Isso não é tudo. A pesquisa também descobriu que "essas mudanças neuroanatômicas em adolescentes coincidem com a interrupção de processos como a formação de identidade e a cognição social, aspectos críticos durante essa fase do desenvolvimento".
Funciona quase como um ciclo, onde os mais vulneráveis podem ser os mais afetados. De acordo com uma pesquisa publicada na revista científica Nature, em novembro, pessoas com pior saúde mental têm mais propensão a navegar por conteúdos superficiais, o que agrava ainda mais seus sintomas.

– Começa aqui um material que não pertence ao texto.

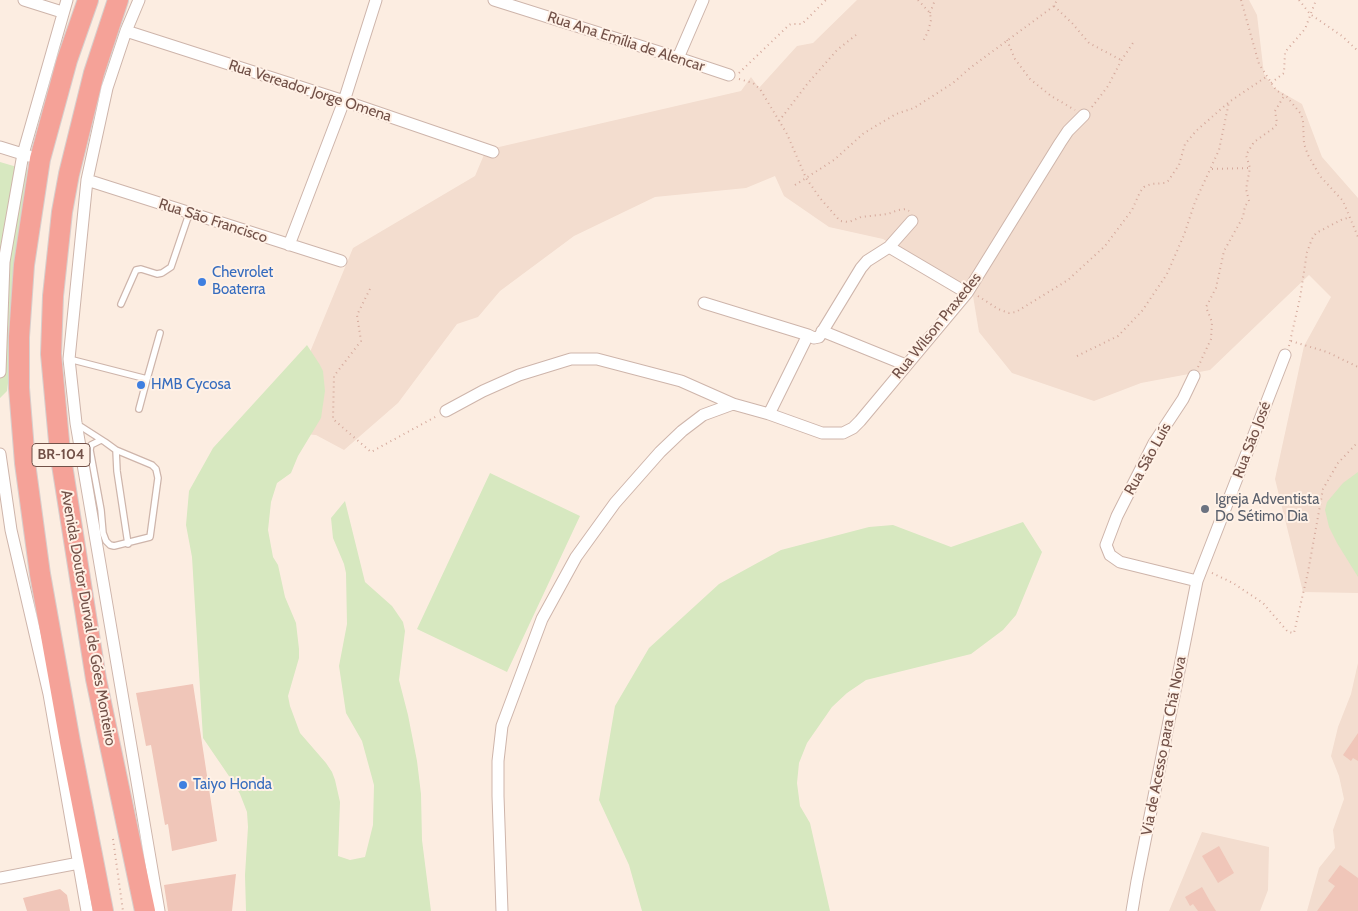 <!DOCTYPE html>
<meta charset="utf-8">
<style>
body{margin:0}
canvas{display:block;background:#fcede1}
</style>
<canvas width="1358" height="911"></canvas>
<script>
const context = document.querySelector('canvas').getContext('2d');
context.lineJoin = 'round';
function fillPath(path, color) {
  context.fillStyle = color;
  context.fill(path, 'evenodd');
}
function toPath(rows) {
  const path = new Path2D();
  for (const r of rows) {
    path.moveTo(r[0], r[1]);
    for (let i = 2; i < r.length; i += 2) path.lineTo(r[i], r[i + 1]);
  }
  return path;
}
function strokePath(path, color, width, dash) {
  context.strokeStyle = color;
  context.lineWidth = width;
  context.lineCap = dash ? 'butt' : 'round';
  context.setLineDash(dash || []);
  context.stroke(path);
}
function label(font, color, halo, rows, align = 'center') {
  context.font = font + ' Cabin,sans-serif';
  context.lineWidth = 4;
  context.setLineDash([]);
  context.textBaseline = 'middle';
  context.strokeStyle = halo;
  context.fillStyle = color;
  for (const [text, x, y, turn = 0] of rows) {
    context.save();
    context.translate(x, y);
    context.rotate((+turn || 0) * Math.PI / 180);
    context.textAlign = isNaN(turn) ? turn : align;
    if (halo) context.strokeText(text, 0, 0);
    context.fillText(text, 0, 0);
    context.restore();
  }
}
fillPath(toPath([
 [857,0,1249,0,1257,15,1264,74,1274,88,1302,104,1322,157,1358,198,1358,593,1303,592,1275,479,1304,346,1331,297,1309,275,1210,370,1141,383,1094,401,1012,373,979,332,973,296,883,239,829,227,784,196,775,176,746,188,655,197,574,236,500,291,478,317,457,324,398,403,344,450,316,435,277,432,353,248,475,176,486,150,741,91,751,77,759,88,797,46,813,43],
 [1358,663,1358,911,1307,911,1319,868,1335,848,1333,830,1344,799,1339,776,1331,756,1338,727,1351,694],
 [1202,832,1269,847,1268,890,1260,911,1169,911]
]), '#f3ddcf');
fillPath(toPath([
 [0,162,34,172,7,391,0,398],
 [307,345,320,365,323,371,325,391,321,418,298,456,291,473,277,483,271,502,268,530,273,557,278,565,285,597,296,623,299,649,299,658,288,696,290,706,300,733,326,763,332,772,335,780,340,802,338,856,350,860,365,857,373,825,374,785,362,741,346,713,339,666,347,624,346,573,344,564,333,538,331,518,345,501,365,582,392,606,403,622,405,631,399,680,408,715,417,761,421,794,422,840,431,911,246,911,245,875,248,827,247,812,240,794,233,782,203,738,192,557,186,525,189,491,213,448],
 [1358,472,1358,577,1337,543,1329,527,1325,510,1327,502,1343,483],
 [490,473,580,516,507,672,417,629],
 [1023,522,1042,552,1016,615,1003,630,971,654,866,680,847,693,832,707,807,743,799,763,797,783,800,806,810,823,830,911,642,911,629,865,599,800,615,706,649,648,719,584,781,550,869,527,893,525,951,547]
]), '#d7e8c0');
fillPath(toPath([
 [193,684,217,841,172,851,168,824,165,825,151,745,146,746,136,693],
 [1358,733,1358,761,1353,758,1351,761,1343,755],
 [1219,846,1234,873,1218,883,1202,856],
 [1340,865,1358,878,1358,911,1317,911,1335,886,1328,881],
 [236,874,232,911,168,911,164,885],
 [1202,887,1211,903,1216,911,1198,911,1193,904,1190,906,1185,897],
 [60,889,67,895,70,911,27,911,23,898]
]), '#f0c6b9');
const lane = toPath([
 [121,304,136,270,141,269,157,274,162,273,171,267,189,214],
 [69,359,147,379,160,333],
 [139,409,147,379],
 [77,424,105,442,116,450,152,465,156,469,158,478,150,537,114,546,110,545,106,541,103,533,101,510,90,450,91,445,101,440],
 [116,450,117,471,128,544]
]);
const street = toPath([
 [24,0,62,12],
 [139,0,126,31,107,88,87,180,69,359,76,423,159,911],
 [494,0,678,58,729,75],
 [126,31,344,101,493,152],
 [678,58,703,0],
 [0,147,29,156],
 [87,180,341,261],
 [289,245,344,101,376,0],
 [889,247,967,293],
 [704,303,808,335],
 [822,331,906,365],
 [0,372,4,262,8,239,23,154,67,0],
 [1194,376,1183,399,1154,443,1117,516,1106,545,1110,555,1120,562,1197,581],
 [446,411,483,391,519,375,571,359,597,359,681,381,733,404,769,414,822,433,843,433,853,428,860,421,967,293,1060,143,1068,131,1084,115],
 [769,414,808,335,814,338,819,337,861,268,867,261,889,247,912,221],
 [0,454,11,530,49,694,87,911],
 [0,878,79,863],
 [502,911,498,796,498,761,502,726,542,619,576,557,615,503,660,452,682,431,703,415,733,404],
 [1132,911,1137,881,1197,581,1285,355]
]);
const highway = toPath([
 [88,0,67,60,40,159,24,265,19,337,19,388,25,463,40,574,70,742,103,911],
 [118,0,94,73,69,174,62,212,53,296,51,354,60,452,96,679,145,911]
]);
strokePath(lane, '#ceb5ab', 8);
strokePath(street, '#ceb5ab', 13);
strokePath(highway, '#d8cecc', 22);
strokePath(toPath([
 [918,0,930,13,931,20,928,32,922,43],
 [1241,0,1259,64,1276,90,1287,97,1301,114,1303,121,1304,144,1308,155,1320,176,1343,201,1358,237],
 [1299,0,1310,14,1342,36,1358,51],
 [1054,6,1072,23,1089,43,1121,60],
 [930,13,935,0],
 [1007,40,1015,59,1030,79,1051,96,1075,110],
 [739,73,789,25,791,24,802,24,826,0],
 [739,79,753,83,760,89,787,134,806,178,820,198,840,221,849,222,861,217,888,214,898,210,906,209,909,211],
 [1271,83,1284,73,1285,52,1305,29,1316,0],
 [1092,107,1108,86,1121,61,1135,40],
 [779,121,808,83,837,50,856,35],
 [1212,169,1250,168],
 [795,185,834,160,864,133,896,114,914,108,953,83,970,68,1054,6,1057,0],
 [370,289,357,315,361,341,334,376,333,419,371,452,437,416],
 [978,296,998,309,1009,313,1016,312,1068,280,1105,246,1132,210,1140,192,1144,187,1151,184,1165,183,1168,181,1179,165,1185,144,1196,131,1229,102,1266,77],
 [1291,341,1327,352,1358,367],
 [1289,346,1300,298,1307,252,1312,239,1316,233,1341,220,1350,217],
 [1077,356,1118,336,1142,311,1167,274,1184,235,1195,202,1219,150,1229,102],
 [1198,367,1211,339,1212,322,1206,307,1216,288,1224,251,1243,217,1245,206,1249,201,1246,189,1250,168,1246,155,1254,142,1275,127,1277,123,1275,111,1284,96],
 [1212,573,1233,583,1263,603,1288,632,1294,633,1308,572,1323,489,1338,463,1358,442],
 [113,839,123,911]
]), '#d5a99c', 2, [1, 4]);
strokePath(lane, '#fff', 5.5);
strokePath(street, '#fff', 11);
strokePath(highway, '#f5a298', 20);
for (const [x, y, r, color] of [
 [202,282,5,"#3f7fe0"],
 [141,385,5,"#3f7fe0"],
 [1205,509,5,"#6b7280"],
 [183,785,5,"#3f7fe0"]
]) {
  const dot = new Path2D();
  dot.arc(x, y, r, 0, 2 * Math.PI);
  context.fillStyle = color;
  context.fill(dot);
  strokePath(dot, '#fff1e6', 2);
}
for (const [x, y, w] of [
 [61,455,58]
]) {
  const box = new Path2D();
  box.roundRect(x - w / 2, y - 11.5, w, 23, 4);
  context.fillStyle = '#fff1e6';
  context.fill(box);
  strokePath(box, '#725148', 1);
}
label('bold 14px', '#725148', null, [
 ["BR-104",61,455]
]);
label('15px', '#725148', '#fff1e6', [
 ["Rua Ana Emília de Alencar",626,42,18],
 ["Rua Vereador Jorge Omena",310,91,18],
 ["Rua São Francisco",213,221,18],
 ["Rua Wilson Praxedes",937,326,-51],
 ["Rua São José",1252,440,-69],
 ["Rua São Luís",1148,459,-61],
 ["Avenida Doutor Durval de Góes Monteiro",88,618,80],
 ["Via de Acesso para Chã Nova",1164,746,-79]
]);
label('15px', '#366cbe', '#fff1e6', [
 ["Chevrolet",212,273],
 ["Boaterra",212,290],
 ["HMB Cycosa",151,385],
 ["Taiyo Honda",193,785]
], 'left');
label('15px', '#5b616d', '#fff1e6', [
 ["Igreja Adventista",1215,500],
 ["Do Sétimo Dia",1215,517]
], 'left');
</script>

Em dezembro, o psicólogo Carlos Losada compartilhou com o El País algumas recomendações para evitar cair no "doomscrolling" ou, em outras palavras, evitar ser absorvido pelo buraco negro do conteúdo lixo alimentado pelos algoritmos: reconhecer o problema, esforçar-se para desconectar e realizar atividades que exigem presença física, como sair com amigos ou praticar esportes, são algumas de suas sugestões.
— Essas atividades são fundamentais para a saúde cerebral e o bem-estar geral, ajudando a equilibrar os efeitos potencialmente prejudiciais do uso prolongado de telas — avalia Moshel.
Ele enfatiza que o tipo de conteúdo consumido é um fator chave para modular as mudanças anatômicas no cérebro.:
— Concentre-se tanto na qualidade quanto na quantidade do tempo em frente à tela. Dê prioridade ao conteúdo educativo que evite características viciantes. Estabeleça limites claros e apropriados à idade sobre o uso diário de telas e incentive pausas regulares.